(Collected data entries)
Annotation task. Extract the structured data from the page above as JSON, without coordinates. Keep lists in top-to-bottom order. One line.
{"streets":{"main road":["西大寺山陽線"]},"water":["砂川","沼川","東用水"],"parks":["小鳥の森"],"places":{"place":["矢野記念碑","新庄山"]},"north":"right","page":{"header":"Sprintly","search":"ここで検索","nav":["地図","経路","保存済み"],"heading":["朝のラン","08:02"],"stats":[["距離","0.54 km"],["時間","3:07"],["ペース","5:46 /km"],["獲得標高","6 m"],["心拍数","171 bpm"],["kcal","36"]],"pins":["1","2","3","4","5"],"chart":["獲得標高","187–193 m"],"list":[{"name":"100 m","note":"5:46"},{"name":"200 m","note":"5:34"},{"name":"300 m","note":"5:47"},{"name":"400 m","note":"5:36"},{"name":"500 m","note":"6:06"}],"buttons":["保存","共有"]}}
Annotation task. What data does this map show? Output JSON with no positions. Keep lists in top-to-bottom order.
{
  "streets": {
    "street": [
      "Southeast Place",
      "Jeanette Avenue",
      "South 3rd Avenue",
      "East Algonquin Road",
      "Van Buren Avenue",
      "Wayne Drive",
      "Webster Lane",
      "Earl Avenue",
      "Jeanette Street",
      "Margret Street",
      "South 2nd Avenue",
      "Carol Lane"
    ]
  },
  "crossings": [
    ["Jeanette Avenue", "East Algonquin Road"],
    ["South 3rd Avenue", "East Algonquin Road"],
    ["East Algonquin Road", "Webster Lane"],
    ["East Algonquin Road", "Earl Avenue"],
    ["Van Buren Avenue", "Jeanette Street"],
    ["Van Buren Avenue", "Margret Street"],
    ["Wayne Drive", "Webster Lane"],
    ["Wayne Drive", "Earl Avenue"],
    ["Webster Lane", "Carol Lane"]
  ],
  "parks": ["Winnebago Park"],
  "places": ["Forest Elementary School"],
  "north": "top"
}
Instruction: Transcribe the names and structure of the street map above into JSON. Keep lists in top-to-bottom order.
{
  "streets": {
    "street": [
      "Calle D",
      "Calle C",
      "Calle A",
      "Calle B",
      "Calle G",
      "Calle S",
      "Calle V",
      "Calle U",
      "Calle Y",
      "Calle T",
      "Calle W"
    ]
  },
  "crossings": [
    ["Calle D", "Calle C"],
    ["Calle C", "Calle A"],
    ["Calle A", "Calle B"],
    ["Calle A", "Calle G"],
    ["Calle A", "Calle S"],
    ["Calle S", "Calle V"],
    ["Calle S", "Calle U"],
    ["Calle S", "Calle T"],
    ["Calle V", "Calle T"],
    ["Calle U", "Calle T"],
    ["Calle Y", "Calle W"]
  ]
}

◆ What you are asked to do ◆
All lines from the one containing "Instruction: Transcribe the" down to the final line above are to be restated word for word; leave out the rest.

◆ Your response ◆
Instruction: Transcribe the names and structure of the street map above into JSON. Keep lists in top-to-bottom order.
{
  "streets": {
    "street": [
      "Calle D",
      "Calle C",
      "Calle A",
      "Calle B",
      "Calle G",
      "Calle S",
      "Calle V",
      "Calle U",
      "Calle Y",
      "Calle T",
      "Calle W"
    ]
  },
  "crossings": [
    ["Calle D", "Calle C"],
    ["Calle C", "Calle A"],
    ["Calle A", "Calle B"],
    ["Calle A", "Calle G"],
    ["Calle A", "Calle S"],
    ["Calle S", "Calle V"],
    ["Calle S", "Calle U"],
    ["Calle S", "Calle T"],
    ["Calle V", "Calle T"],
    ["Calle U", "Calle T"],
    ["Calle Y", "Calle W"]
  ]
}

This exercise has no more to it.